PROVIDED INFORMATION:

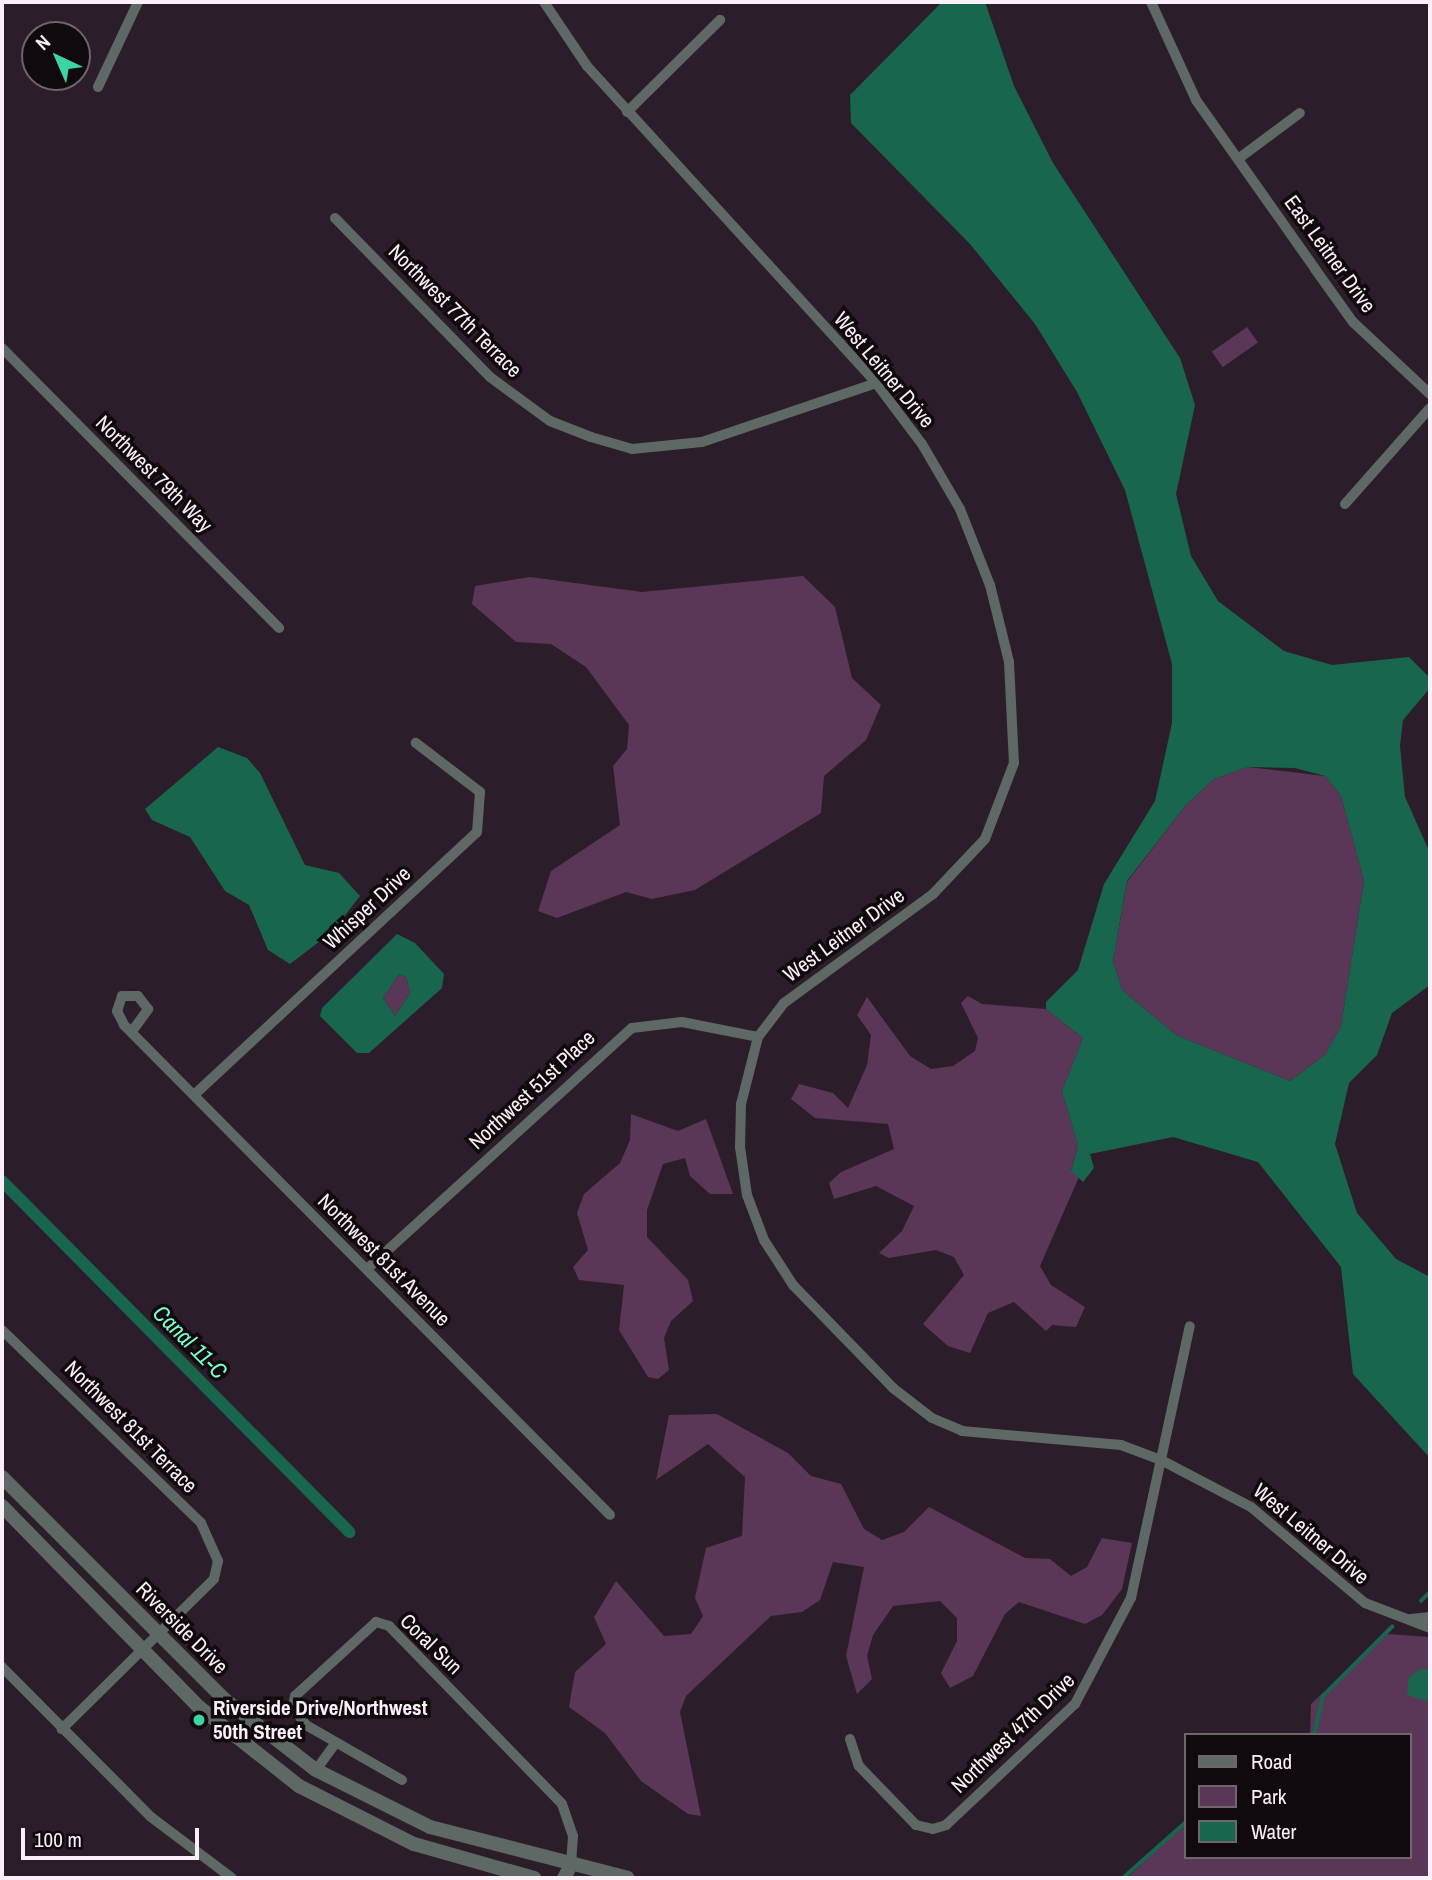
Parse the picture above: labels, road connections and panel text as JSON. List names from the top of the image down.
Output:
{
  "streets": {
    "street": [
      "East Leitner Drive",
      "Northwest 77th Terrace",
      "West Leitner Drive",
      "Northwest 79th Way",
      "Whisper Drive",
      "Northwest 51st Place",
      "Northwest 81st Avenue",
      "Northwest 81st Terrace",
      "Riverside Drive",
      "Coral Sun",
      "Northwest 47th Drive"
    ]
  },
  "crossings": [
    ["Northwest 77th Terrace", "West Leitner Drive"],
    ["West Leitner Drive", "Northwest 51st Place"],
    ["West Leitner Drive", "Northwest 47th Drive"],
    ["Whisper Drive", "Northwest 81st Avenue"],
    ["Northwest 51st Place", "Northwest 81st Avenue"],
    ["Northwest 81st Terrace", "Riverside Drive"],
    ["Riverside Drive", "Coral Sun"]
  ],
  "water": ["Canal 11-C"],
  "places": ["Riverside Drive/Northwest 50th Street"],
  "legend": ["Road", "Park", "Water"],
  "scale_bar": "100 m",
  "north": "top left"
}
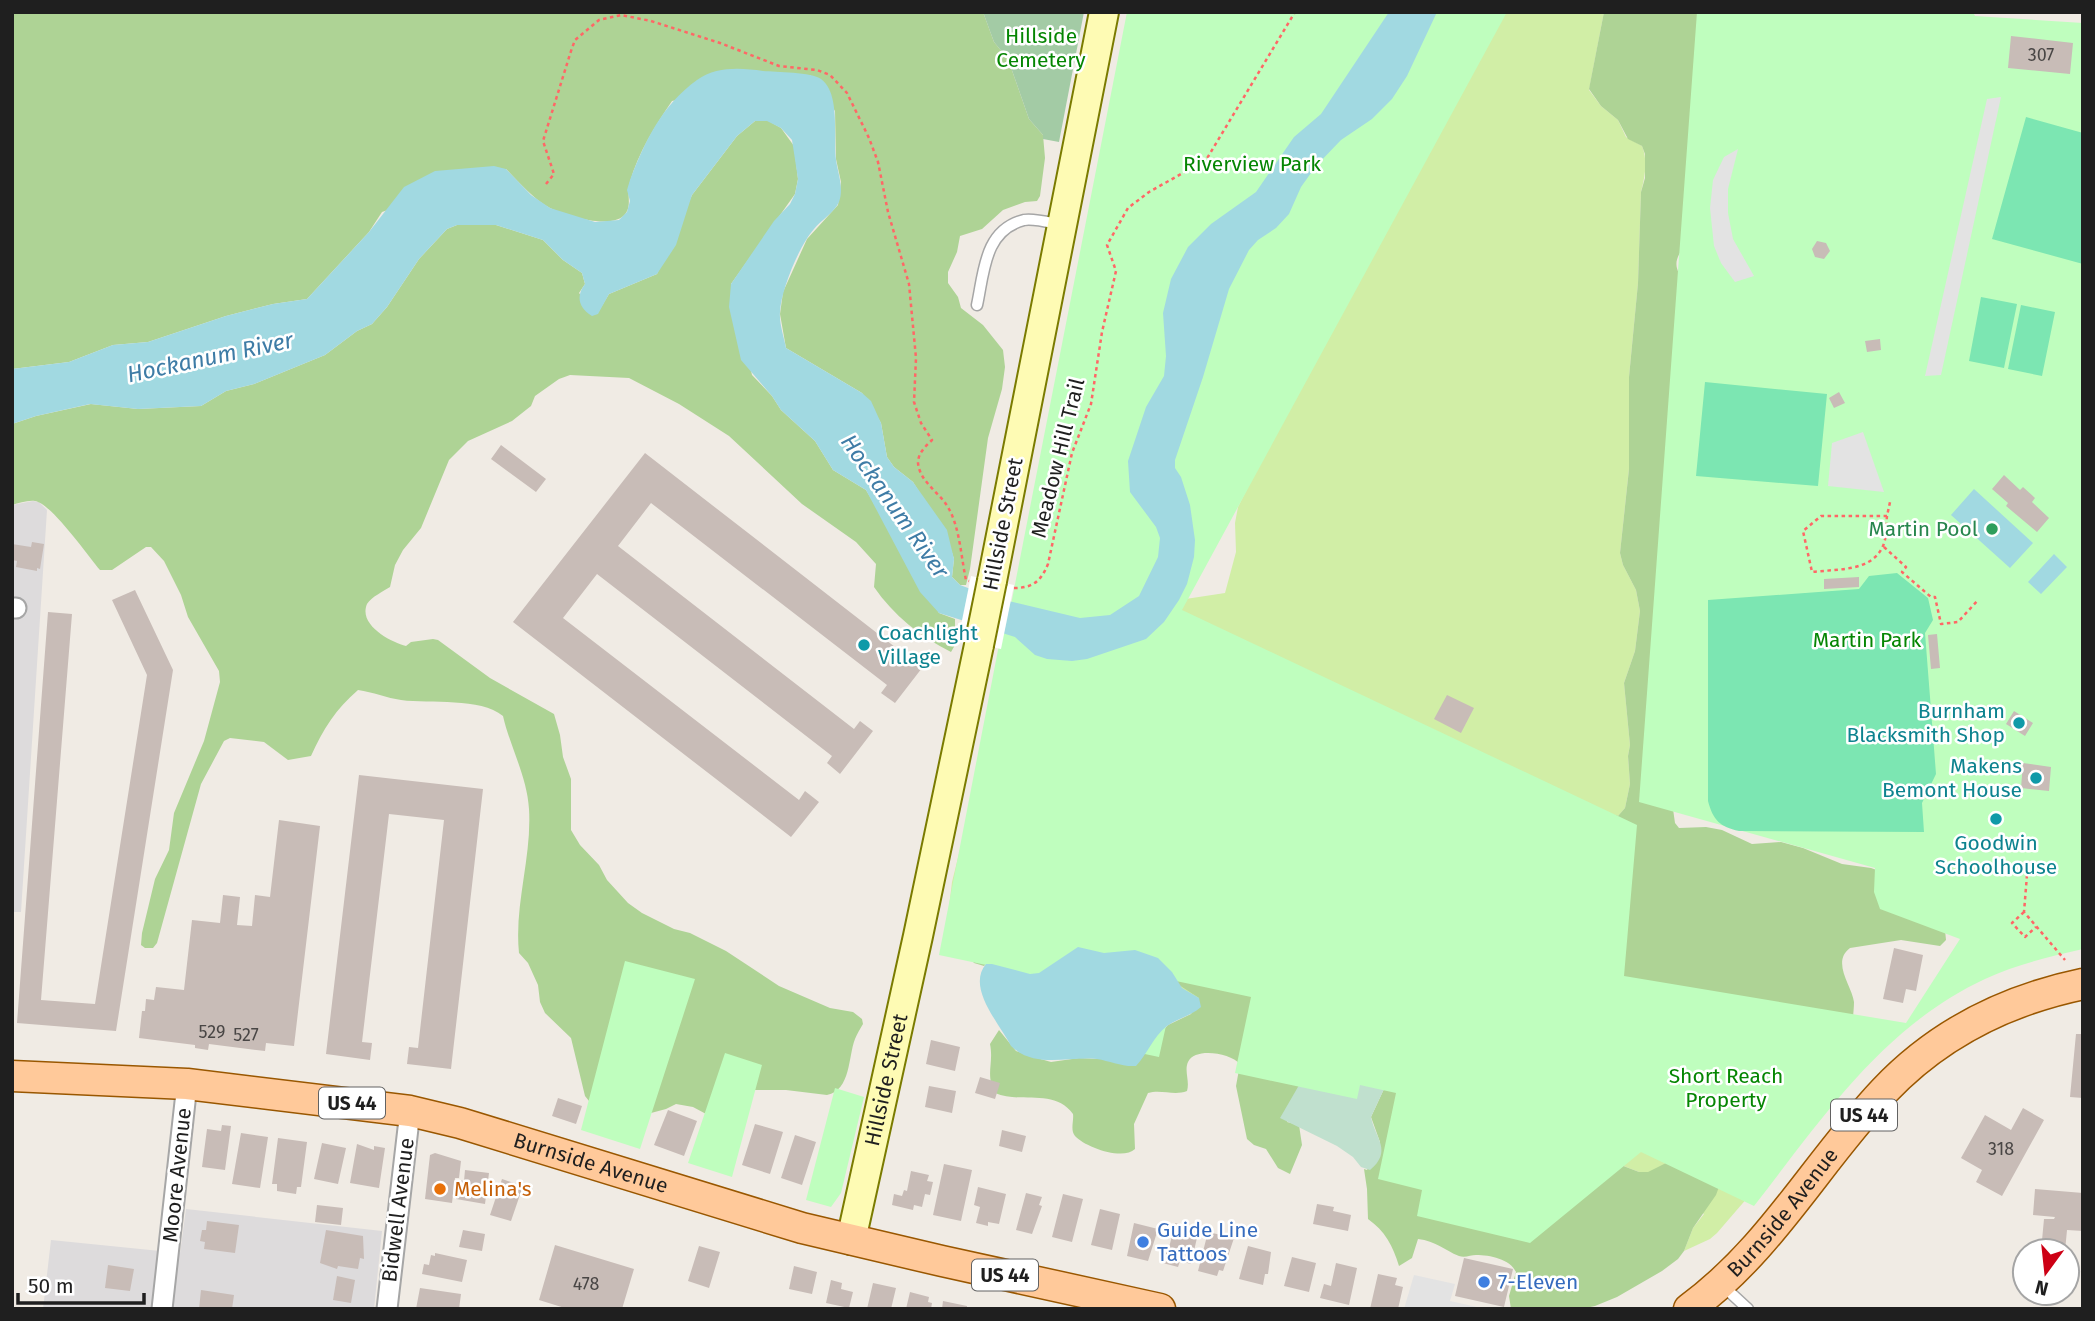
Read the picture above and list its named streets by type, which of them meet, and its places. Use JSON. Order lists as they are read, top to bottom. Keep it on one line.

WHAT THE EXERCISE ASKS: Please go through the entries and show every line with the word "above".

SOLUTION TO THIS PROBLEM:
Parse the picture above: labels, road connections and panel text as JSON. List names from the top of the image down.
Read the picture above and list its named streets by type, which of them meet, and its places. Use JSON. Order lists as they are read, top to bottom. Keep it on one line.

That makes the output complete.